*WHAT YOU SHOULD DO*. From the first line to the last, copy the data exactly.
-------- DATA LISTING --------
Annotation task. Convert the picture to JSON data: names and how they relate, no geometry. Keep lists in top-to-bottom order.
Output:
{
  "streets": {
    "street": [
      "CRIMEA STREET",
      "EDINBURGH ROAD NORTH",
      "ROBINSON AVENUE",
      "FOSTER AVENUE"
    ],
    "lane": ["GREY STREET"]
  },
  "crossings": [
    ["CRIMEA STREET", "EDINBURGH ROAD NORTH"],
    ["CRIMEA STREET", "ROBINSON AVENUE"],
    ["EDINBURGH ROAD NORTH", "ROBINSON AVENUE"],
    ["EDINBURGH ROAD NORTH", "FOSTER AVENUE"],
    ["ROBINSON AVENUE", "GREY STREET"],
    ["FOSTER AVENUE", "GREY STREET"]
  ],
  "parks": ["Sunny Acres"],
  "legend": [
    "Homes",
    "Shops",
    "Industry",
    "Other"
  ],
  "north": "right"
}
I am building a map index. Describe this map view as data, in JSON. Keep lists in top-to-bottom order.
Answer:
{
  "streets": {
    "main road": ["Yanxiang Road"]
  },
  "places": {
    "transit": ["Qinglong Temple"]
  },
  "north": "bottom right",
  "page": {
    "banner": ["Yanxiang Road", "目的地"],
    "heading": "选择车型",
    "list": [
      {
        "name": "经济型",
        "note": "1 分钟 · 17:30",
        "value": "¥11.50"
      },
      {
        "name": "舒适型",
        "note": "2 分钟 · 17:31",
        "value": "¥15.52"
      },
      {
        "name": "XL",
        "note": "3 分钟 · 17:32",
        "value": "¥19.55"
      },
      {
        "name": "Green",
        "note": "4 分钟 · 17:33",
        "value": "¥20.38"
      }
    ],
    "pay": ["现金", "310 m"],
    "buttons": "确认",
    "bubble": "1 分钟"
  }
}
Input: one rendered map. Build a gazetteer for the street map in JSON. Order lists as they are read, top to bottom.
--------
*SOLUTION TO THIS PROBLEM*.
Annotation task. Convert the picture to JSON data: names and how they relate, no geometry. Keep lists in top-to-bottom order.
Output:
{
  "streets": {
    "street": [
      "CRIMEA STREET",
      "EDINBURGH ROAD NORTH",
      "ROBINSON AVENUE",
      "FOSTER AVENUE"
    ],
    "lane": ["GREY STREET"]
  },
  "crossings": [
    ["CRIMEA STREET", "EDINBURGH ROAD NORTH"],
    ["CRIMEA STREET", "ROBINSON AVENUE"],
    ["EDINBURGH ROAD NORTH", "ROBINSON AVENUE"],
    ["EDINBURGH ROAD NORTH", "FOSTER AVENUE"],
    ["ROBINSON AVENUE", "GREY STREET"],
    ["FOSTER AVENUE", "GREY STREET"]
  ],
  "parks": ["Sunny Acres"],
  "legend": [
    "Homes",
    "Shops",
    "Industry",
    "Other"
  ],
  "north": "right"
}
I am building a map index. Describe this map view as data, in JSON. Keep lists in top-to-bottom order.
Answer:
{
  "streets": {
    "main road": ["Yanxiang Road"]
  },
  "places": {
    "transit": ["Qinglong Temple"]
  },
  "north": "bottom right",
  "page": {
    "banner": ["Yanxiang Road", "目的地"],
    "heading": "选择车型",
    "list": [
      {
        "name": "经济型",
        "note": "1 分钟 · 17:30",
        "value": "¥11.50"
      },
      {
        "name": "舒适型",
        "note": "2 分钟 · 17:31",
        "value": "¥15.52"
      },
      {
        "name": "XL",
        "note": "3 分钟 · 17:32",
        "value": "¥19.55"
      },
      {
        "name": "Green",
        "note": "4 分钟 · 17:33",
        "value": "¥20.38"
      }
    ],
    "pay": ["现金", "310 m"],
    "buttons": "确认",
    "bubble": "1 分钟"
  }
}
Input: one rendered map. Build a gazetteer for the street map in JSON. Order lists as they are read, top to bottom.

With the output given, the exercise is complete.